#### MATERIAL SHOWN ####

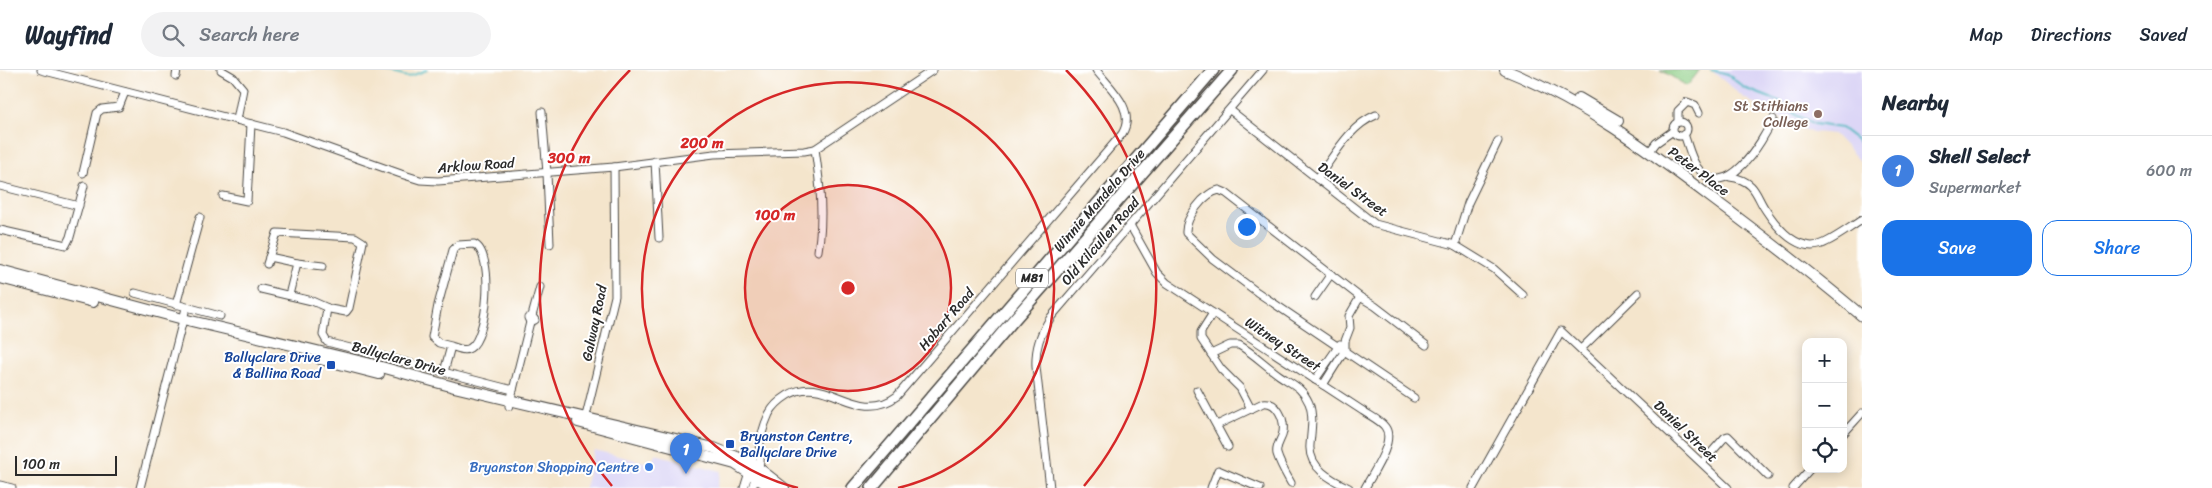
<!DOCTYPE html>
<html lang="en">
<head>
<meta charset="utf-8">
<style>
	body { margin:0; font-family:Sriracha,sans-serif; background:#f2f2f3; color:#1f2937 }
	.controls { position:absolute; right:15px; bottom:15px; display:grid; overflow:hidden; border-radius:10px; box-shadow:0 2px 12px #0003 }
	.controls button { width:45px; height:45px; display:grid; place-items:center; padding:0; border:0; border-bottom:1px solid #e0e1e3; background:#fff; color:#1f2937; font:25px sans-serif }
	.scale { position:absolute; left:15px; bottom:12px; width:102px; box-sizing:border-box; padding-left:5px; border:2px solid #2b2b2b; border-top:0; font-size:14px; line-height:18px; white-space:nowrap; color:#2b2b2b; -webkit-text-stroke:4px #fff; paint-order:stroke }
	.you { position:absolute; left:1246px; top:156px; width:18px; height:18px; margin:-12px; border:4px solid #fff; border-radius:50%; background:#1a73e8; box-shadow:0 0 0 8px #1a73e833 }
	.badge { display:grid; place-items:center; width:32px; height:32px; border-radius:50%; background:#1a73e8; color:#fff; font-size:16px; font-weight:700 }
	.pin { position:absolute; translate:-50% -41px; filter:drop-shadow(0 1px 2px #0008) }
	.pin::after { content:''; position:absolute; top:26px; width:18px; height:15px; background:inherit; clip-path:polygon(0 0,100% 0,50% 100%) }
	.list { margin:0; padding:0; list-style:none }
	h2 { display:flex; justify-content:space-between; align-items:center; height:65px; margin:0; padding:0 20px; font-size:21px }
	h2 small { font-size:16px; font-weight:400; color:#747a83 }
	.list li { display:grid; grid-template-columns:32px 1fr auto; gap:15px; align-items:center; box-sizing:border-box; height:70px; padding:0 20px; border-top:1px solid #e0e1e3 }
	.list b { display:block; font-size:19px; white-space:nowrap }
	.list p { margin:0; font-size:16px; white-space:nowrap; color:#747a83 }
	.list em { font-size:16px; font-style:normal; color:#747a83 }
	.actions { display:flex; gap:10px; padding:15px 20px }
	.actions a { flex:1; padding:11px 0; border:1px solid #1a73e8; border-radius:15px; text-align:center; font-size:18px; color:#1a73e8 }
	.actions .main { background:#1a73e8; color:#fff }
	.icon { flex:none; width:28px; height:28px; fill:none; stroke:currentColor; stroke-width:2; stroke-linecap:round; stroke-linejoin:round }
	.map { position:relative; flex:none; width:1862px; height:418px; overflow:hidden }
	header { display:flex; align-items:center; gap:30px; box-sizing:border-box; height:70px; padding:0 25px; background:#fff; border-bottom:1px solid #e0e1e3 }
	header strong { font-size:24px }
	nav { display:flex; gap:28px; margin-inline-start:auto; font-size:18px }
	.search { width:350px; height:45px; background:#f2f2f3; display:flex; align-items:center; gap:12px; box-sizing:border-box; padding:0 18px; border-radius:28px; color:#747a83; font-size:19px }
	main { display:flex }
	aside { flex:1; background:#fff }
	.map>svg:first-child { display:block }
	.built { fill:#dcd6f6 }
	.green { fill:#8ccd84; stroke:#5c7c58 }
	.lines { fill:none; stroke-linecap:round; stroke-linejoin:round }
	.stream { stroke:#4ab9bf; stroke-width:2 }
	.street-casing { stroke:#494743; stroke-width:9 }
	.secondary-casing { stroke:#494743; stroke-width:12 }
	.primary-casing { stroke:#494743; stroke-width:14 }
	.street { stroke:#fff; stroke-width:7 }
	.secondary { stroke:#fff; stroke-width:10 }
	.primary { stroke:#fff; stroke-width:11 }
	.ring { fill:none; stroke:#d62828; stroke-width:2.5 }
	.education-dot { fill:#8d6e63; stroke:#fff; stroke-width:2 }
	.transit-dot { fill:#1a4fb4; stroke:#fff; stroke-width:2 }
	.shop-dot { fill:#3f7fe0; stroke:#fff; stroke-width:2 }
	.labels { text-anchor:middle; stroke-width:4; stroke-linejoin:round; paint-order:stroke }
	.shield { fill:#fff; stroke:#6b6b6b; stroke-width:1 }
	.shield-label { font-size:12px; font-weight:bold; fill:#2b2b2b }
	.education-label { font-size:14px; fill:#785e54; stroke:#fff; text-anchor:end }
	.street-label { font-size:14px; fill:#2b2b2b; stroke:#fff }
	.transit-label { font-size:14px; fill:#164399; stroke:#fff; text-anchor:end }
	.shop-label { font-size:14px; fill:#366cbe; stroke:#fff; text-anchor:end }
	.centre { fill:#d62828; stroke:#fff; stroke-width:2.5 }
	.ring-label { font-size:15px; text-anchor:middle; font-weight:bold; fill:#d62828; stroke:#fff; stroke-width:4; stroke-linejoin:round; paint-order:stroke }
</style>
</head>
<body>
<header>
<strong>Wayfind</strong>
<div class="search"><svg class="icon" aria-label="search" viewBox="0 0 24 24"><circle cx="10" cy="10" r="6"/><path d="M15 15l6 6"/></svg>Search here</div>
<nav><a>Map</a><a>Directions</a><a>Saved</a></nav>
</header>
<main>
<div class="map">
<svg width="1862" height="418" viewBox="0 0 1862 418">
	<rect width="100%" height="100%" fill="#fff"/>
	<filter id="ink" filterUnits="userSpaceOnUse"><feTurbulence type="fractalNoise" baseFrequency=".02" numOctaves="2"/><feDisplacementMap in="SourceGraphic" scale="10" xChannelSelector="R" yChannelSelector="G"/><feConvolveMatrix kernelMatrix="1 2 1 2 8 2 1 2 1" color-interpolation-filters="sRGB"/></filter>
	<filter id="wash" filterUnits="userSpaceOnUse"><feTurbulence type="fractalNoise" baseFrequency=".0096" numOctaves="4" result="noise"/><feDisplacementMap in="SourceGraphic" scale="20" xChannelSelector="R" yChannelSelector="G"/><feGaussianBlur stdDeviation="1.12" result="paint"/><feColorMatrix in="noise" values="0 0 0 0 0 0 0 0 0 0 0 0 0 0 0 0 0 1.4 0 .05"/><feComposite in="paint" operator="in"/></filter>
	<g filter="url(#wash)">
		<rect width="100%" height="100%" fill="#f4e5cc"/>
		<g class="built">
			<path d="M1711,0h151v93l-28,-29 -29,-3 -61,-33z"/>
			<path d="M594,380l58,14 3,-10 66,17 -4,17h-132z"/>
		</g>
		<path class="green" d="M1661,0h39l-13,16z"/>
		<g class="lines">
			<g class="stream">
				<path d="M379,0l29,7 19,-7"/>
				<path d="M1711,0l17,4 16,14 37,14 16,14 18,8 26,4 21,16"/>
			</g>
		</g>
	</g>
	<g filter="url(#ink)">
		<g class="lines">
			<g class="street-casing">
				<g id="street">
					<path d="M41,0l242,62 118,42 19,6 18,1 176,-14 100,-13 90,-3 11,-2 118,-79"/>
					<path d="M221,0l12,7 10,12 -6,31"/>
					<path d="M176,6l1,-6"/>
					<path d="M1230,40l145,114 80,21 39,24 29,26"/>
					<path d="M542,42l5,61 3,71"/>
					<path d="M1678,52v-11l9,-9 8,3 4,8"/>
					<circle cx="1680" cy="59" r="7"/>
					<path d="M1684,64c4,11 7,24 13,33 28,39 66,-26 76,-48"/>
					<path d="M815,79c5,34 9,67 3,102"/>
					<path d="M1650,81l6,-8 17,-12"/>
					<path d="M655,91l4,77"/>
					<path d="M83,103l14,-60 5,-4 17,-2 6,-15"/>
					<path d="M1730,107c8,1 15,3 21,9 6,6 9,16 14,23 11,17 31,42 54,36 12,-3 31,-18 43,-25"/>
					<path d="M1317,109c17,-23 32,-53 59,-64"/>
					<path d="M0,116l79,20"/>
					<path d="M223,126l24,5 4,-77"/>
					<path d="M1130,155l27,48 10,10 196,128c7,5 17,9 22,16 11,14 -13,47 -20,61"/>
					<path d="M0,160l66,15 4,-8 14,-51"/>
					<path d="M1455,175l13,-42 30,-62"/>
					<path d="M269,187l28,6 -8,32"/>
					<path d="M297,193l26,3"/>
					<path d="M261,219l51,12 18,8 16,3 3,-4 14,-66 -8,-5 -78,-4 -10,31"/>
					<path d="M135,223l85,23"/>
					<path d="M1315,227l16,-23"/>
					<path d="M176,235l24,-88"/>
					<path d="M327,238l-4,27 4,7 186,48"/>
					<path d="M1213,243l-12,19v7l20,30 19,19 11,21"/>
					<path d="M532,246l3,4 -5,2 -2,-4 4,-2 8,-29"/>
					<path d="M1581,279l57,-56"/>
					<path d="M1211,284l19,-9h9c14,8 26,20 40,30 13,9 23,12 30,28 5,13 2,29 1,42 -2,23 22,35 39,43"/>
					<path d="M444,302l7,-26 -12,-3 -7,-6 6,-32 15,-55 5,-5 16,-1c21,9 14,94 -4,104 -5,4 -13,0 -19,-2"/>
					<path d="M1315,310l25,-36"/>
					<path d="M1323,315l22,-35v-9l5,-13 -1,-12 11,-19"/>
					<path d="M1197,320l31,57"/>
					<path d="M1414,328l-157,-106 -44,-33 -27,-26c-1,-15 18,-40 33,-43l7,3 134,104 15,9 51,39"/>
					<path d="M509,336l21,-84"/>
					<path d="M585,350l30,-124 -1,-129"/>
					<path d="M1217,355l46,-22c14,-2 22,16 20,29 -1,8 -8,13 -6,22 3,10 9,20 14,29"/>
					<path d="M1843,364l19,-21"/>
					<path d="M1702,393l23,-26 3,-1 40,40"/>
					<path d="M0,415l12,3"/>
					<path d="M140,418l46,-180"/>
					<path d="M744,418l10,-32 5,-4"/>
					<path d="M752,418c2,-8 6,-17 8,-26 1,-4 -1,-7 -1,-11 1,-12 5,-26 10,-37 4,-8 11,-14 19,-19 38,-23 70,31 109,1l225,-262c15,-24 -12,-46 -26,-64"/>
					<path d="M1050,418l-14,-121c-1,-19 4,-33 15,-50l212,-247"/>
					<path d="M1211,418l7,-18 42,18"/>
					<path d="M1473,418l88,-157 167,157"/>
					<path d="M1793,418l17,-19"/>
				</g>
			</g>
			<g class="secondary-casing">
				<g id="secondary">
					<path d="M1505,0c77,31 142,79 208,129 51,38 101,76 149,117"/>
					<path d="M1579,28l39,23"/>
					<path d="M0,200l183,49 184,44 87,24 260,61 38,15 32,25"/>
					<path d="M0,208l93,24"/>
					<path d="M320,289l59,15"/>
					<path d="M578,352l157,42 37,24"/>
				</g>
			</g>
			<g class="primary-casing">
				<g id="primary">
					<path d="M853,418l360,-418"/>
					<path d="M872,418l138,-164 222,-254"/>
				</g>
			</g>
			<use href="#street" class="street"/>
			<use href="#secondary" class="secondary"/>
			<use href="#primary" class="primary"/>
		</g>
	</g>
	<circle cx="848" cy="218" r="103" fill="#d62828" fill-opacity=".12"/>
	<g class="ring">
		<circle cx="848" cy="218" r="103"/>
		<path d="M798 418A206 206 0 1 1 898 418"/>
		<path d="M612 416A308 308 0 0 1 630 0M1066 0A308 308 0 0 1 1084 416"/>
	</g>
	<circle class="education-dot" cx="1818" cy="44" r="5"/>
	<g class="transit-dot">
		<rect x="326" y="290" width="10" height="10" rx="2.5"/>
		<rect x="725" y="369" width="10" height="10" rx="2.5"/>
	</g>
	<circle class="shop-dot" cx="649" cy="397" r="5"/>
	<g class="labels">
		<rect class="shield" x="1016" y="198.5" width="32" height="19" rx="4"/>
		<g class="shield-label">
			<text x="1032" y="212">M81</text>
		</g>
		<g class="education-label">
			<text x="1808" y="41">St Stithians<tspan x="1808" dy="16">College</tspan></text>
		</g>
		<g class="street-label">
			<text transform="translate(476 95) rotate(-4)" y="5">Arklow Road</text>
			<text transform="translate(1699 101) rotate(37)" y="5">Peter Place</text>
			<text transform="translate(1353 119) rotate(36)" y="5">Daniel Street</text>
			<text transform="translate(1099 130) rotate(-49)" y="5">Winnie Mandela Drive</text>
			<text transform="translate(1100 171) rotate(-49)" y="5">Old Kilcullen Road</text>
			<text transform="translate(946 249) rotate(-49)" y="5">Hobart Road</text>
			<text transform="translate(594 253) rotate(-78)" y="5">Galway Road</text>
			<text transform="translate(1283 274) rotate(33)" y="5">Witney Street</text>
			<text transform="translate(399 288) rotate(15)" y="5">Ballyclare Drive</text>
			<text transform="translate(1686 361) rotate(44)" y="5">Daniel Street</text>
		</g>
		<g class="transit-label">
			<text x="321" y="292">Ballyclare Drive<tspan x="321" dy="16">&amp; Ballina Road</tspan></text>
			<text x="740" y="371" text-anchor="start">Bryanston Centre,<tspan x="740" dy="16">Ballyclare Drive</tspan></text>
		</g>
		<g class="shop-label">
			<text x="639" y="402">Bryanston Shopping Centre</text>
		</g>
	</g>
	<circle cx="848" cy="218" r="8" class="centre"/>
	<g class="ring-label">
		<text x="702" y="78">200 m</text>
		<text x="569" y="93">300 m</text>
		<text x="775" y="150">100 m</text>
	</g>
</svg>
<div class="controls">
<button>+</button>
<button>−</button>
<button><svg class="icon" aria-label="locate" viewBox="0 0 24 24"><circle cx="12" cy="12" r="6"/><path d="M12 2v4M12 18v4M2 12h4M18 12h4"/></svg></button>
</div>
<div class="scale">100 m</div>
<div class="you"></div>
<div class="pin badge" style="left:686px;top:404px;background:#3f7fe0">1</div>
</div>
<aside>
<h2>Nearby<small></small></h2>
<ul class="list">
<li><span class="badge" style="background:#3f7fe0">1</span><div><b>Shell Select</b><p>Supermarket</p></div><em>600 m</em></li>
</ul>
<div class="actions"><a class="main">Save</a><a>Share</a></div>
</aside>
</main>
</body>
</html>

####

> _YOUR OBJECTIVE_
Reproduce, exactly as they stand in the data above, the lines from the one that holds "display:grid; grid-template-columns:32px 1fr" to the one that holds "margin:0; font-size:16px; white-space:nowrap;", inclusive.

> _SOLUTION TO THE EXERCISE_
	.list li { display:grid; grid-template-columns:32px 1fr auto; gap:15px; align-items:center; box-sizing:border-box; height:70px; padding:0 20px; border-top:1px solid #e0e1e3 }
	.list b { display:block; font-size:19px; white-space:nowrap }
	.list p { margin:0; font-size:16px; white-space:nowrap; color:#747a83 }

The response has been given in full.